Back then, in the 1980s, every magazine and newspaper had a fact checker/researcher on staff, often a whole team of them, to ensure that they got stories right.

It was not a glamorous or an easy job. Often you would butt heads with writers (many of whom couldn't actually write), who would play fast and loose with the facts. (One such writer, whom I worked and butted heads with constantly, eventually took his column to The New York Times, where I doubt it's ever been fact checked.)

But fact checking was considered an essential job -- and if you did it well, not only did you feel the pride of saving the publication from a potentially messy, litigious situation, but you would eventually get promoted.

Today you would be hard pressed to find a fact checker at any publication.

Instead, for actually many years now, magazines and newspapers, especially the digital ones, have come to rely on writers, many (most?) of whom are too busy or lazy to fact check (and have never taken a journalism course or been properly trained) to check their own facts.

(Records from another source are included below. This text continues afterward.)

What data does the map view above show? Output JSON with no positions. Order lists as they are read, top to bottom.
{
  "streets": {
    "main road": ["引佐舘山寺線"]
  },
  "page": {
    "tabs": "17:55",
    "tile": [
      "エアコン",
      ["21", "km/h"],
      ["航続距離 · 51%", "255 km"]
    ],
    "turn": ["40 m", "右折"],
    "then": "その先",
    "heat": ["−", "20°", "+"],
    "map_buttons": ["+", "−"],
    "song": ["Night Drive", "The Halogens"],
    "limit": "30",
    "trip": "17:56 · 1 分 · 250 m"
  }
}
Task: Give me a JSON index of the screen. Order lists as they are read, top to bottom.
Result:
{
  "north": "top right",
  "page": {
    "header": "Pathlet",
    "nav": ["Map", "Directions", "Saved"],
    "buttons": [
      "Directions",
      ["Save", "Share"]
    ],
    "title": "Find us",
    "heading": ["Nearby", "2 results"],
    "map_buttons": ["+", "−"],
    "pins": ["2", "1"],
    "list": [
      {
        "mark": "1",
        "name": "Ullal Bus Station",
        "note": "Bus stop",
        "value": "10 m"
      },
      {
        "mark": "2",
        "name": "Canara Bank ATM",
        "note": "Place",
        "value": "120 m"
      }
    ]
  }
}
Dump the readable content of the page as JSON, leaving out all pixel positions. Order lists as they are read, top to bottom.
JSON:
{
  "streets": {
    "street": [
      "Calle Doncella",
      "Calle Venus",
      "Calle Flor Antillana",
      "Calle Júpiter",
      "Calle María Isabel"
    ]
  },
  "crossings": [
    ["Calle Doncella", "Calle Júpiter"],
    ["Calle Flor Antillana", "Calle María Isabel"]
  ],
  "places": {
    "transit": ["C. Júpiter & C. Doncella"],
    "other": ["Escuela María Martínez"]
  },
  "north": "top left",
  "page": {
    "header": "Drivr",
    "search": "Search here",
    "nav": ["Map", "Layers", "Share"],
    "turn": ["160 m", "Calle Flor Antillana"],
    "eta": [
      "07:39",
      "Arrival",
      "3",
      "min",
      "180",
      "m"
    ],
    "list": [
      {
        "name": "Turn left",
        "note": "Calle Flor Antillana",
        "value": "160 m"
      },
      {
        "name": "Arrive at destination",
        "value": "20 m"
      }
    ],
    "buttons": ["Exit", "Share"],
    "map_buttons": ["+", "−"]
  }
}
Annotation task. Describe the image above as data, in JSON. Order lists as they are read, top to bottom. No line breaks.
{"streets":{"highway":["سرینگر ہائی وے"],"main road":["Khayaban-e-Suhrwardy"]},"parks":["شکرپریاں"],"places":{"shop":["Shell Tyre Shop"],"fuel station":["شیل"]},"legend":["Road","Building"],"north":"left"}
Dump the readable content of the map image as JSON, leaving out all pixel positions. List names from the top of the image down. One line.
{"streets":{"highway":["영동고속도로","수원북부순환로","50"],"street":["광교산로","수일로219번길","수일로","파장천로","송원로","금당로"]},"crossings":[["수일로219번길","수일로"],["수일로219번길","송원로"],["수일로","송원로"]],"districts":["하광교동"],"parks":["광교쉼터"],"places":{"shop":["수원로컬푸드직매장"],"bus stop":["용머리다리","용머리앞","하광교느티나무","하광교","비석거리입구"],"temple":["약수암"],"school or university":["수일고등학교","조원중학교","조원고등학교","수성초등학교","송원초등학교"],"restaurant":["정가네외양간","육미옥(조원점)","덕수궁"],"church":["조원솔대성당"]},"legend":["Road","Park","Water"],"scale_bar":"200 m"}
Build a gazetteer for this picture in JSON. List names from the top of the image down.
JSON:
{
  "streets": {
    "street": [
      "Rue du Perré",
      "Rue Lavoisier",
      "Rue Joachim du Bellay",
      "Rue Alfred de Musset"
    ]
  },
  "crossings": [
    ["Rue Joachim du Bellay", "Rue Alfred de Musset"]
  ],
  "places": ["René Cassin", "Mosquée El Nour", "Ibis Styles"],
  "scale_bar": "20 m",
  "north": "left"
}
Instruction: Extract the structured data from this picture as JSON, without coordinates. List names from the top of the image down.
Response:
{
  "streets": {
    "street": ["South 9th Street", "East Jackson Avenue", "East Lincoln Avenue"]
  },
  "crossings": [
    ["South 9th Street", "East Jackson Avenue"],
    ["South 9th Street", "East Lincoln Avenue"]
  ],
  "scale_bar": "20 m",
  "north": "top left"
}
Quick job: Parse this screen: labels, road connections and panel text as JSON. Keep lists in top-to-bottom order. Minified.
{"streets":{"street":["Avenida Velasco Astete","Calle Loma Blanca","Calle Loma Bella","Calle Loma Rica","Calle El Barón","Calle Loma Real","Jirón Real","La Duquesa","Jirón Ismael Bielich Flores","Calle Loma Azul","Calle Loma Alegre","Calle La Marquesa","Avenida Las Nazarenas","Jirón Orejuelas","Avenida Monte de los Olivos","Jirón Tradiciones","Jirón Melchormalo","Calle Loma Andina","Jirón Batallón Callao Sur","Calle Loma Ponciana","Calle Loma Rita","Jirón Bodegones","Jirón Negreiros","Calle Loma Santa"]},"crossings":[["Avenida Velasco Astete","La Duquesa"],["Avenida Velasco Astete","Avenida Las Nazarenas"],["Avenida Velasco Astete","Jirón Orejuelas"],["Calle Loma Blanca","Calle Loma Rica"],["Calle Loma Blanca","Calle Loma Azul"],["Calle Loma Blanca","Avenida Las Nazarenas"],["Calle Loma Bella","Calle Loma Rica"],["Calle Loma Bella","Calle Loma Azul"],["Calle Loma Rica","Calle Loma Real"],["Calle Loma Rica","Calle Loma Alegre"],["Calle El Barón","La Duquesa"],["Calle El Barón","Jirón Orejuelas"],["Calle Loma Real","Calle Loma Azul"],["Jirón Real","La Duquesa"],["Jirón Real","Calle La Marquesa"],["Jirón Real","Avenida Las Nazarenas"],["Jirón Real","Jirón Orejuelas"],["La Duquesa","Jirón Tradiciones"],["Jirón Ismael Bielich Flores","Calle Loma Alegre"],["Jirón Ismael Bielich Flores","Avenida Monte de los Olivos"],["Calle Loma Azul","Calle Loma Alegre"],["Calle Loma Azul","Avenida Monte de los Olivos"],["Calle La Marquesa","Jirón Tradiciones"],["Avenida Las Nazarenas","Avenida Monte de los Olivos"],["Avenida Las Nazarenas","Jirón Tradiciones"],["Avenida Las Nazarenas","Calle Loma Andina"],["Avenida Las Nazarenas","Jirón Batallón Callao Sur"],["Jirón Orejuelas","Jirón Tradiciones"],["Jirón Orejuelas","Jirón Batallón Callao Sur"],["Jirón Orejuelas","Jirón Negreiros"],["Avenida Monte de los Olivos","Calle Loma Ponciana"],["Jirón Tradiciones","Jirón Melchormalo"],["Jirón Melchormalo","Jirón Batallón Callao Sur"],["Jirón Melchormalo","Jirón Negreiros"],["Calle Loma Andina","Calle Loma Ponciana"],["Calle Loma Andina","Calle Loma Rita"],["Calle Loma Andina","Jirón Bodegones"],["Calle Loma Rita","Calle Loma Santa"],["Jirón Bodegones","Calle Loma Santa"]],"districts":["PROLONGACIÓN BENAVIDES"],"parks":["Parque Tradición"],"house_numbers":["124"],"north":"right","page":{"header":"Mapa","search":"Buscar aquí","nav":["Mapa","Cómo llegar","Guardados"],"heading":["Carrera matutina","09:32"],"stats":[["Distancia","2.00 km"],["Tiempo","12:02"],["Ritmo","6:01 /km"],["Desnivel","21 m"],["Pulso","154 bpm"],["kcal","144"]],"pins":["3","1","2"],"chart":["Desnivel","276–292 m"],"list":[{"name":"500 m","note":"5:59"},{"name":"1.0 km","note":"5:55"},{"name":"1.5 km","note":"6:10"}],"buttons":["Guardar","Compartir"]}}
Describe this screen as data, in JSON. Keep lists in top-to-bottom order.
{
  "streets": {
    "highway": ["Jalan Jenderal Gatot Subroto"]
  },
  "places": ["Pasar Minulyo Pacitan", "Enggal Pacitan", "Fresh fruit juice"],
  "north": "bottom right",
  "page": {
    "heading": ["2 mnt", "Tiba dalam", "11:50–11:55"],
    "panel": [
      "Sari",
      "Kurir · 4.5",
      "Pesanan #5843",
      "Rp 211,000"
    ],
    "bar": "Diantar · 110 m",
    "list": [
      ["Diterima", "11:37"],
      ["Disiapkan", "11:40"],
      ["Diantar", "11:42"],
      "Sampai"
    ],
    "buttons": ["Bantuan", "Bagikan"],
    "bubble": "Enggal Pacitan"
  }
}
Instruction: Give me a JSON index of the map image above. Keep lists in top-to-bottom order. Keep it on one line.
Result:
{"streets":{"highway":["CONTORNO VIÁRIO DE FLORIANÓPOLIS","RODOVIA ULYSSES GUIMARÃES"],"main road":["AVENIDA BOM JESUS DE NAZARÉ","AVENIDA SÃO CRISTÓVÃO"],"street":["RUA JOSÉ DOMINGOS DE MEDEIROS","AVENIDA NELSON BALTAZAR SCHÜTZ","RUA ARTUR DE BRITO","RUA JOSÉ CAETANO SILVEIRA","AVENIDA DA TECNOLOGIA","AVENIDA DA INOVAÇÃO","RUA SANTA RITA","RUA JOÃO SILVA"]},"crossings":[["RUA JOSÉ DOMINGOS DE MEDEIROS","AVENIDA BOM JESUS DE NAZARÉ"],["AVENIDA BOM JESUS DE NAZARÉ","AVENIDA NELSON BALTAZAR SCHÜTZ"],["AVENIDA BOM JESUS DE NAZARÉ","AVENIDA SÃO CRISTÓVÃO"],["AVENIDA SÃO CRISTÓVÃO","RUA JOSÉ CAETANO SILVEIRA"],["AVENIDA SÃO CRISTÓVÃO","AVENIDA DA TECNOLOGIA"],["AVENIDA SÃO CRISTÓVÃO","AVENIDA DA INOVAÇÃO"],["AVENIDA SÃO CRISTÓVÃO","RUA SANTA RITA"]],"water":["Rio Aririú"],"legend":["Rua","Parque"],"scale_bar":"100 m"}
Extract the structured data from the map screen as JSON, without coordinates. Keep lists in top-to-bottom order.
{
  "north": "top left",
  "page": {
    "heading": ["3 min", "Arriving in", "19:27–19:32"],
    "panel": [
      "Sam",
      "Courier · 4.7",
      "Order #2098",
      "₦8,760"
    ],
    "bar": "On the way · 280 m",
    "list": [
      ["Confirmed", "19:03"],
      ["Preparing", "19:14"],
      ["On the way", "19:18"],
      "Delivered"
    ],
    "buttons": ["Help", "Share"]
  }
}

A very scary proposition -- and why we continue to see stories blow up upon closer inspection.

But what about editors, or producers? Shouldn't they be verifying stories before they are published or aired?

Yes, yes, they should. And some do. (Albeit mostly nightly TV news producers, who know their asses will be toast if they screw up a story, especially one having to do with politicians or the government.)

But thanks to budget cuts, a 24x7 news cycle, and the constant need for more page views or higher TV ratings, there is so much pressure on news organizations to spit out the news quickly, especially sensational or breaking news, that fact checking, or in-depth research, goes out the window and door -- or is only done at a most basic level.

The sad thing is, in many (most?) cases, checking the facts doesn't require much, just asking a few questions (albeit the right ones) and requiring proof that something is, in fact, true.

But apparently that is too much work for some publications, even prominent ones, such as New York Magazine, whose story about a Bronx high school student making $72 million trading stocks during his lunch hour was quickly proven to be false (i.e., untrue), after editors and producers at other news organizations asked the teen some simple, basic financial questions, which he couldn't answer, as well as for proof, which he couldn't produce. 

However, lest you think that New York Magazine is the exception, it isn't. Just look at Rolling Stone or The New York Times, both of which have been shown to be negligent in regard to fact checking recently. (Though in the latter's case, it's been going on for some time now. Which may be why you no longer see "All the news that's fit to print" on the Times's masthead, or at least on the digital version.)

And that is why, boys and girls, you shouldn't believe everything -- or even half of what -- you read, especially online, or take it with a grain of truth.

1 comment:

Anna said...

Amen to that, sistah! Perhaps a few expensive lawsuits that would cost the publications more than the measly salary of a fact-checker would change things? But no, they think it's more important to be FIRST with a story, rather than bother with any in-depth analysis. My question is, what does a publication get for being first? Does it get them any financial gain? I'm not clear why this race to be first started in the first place, ha ha.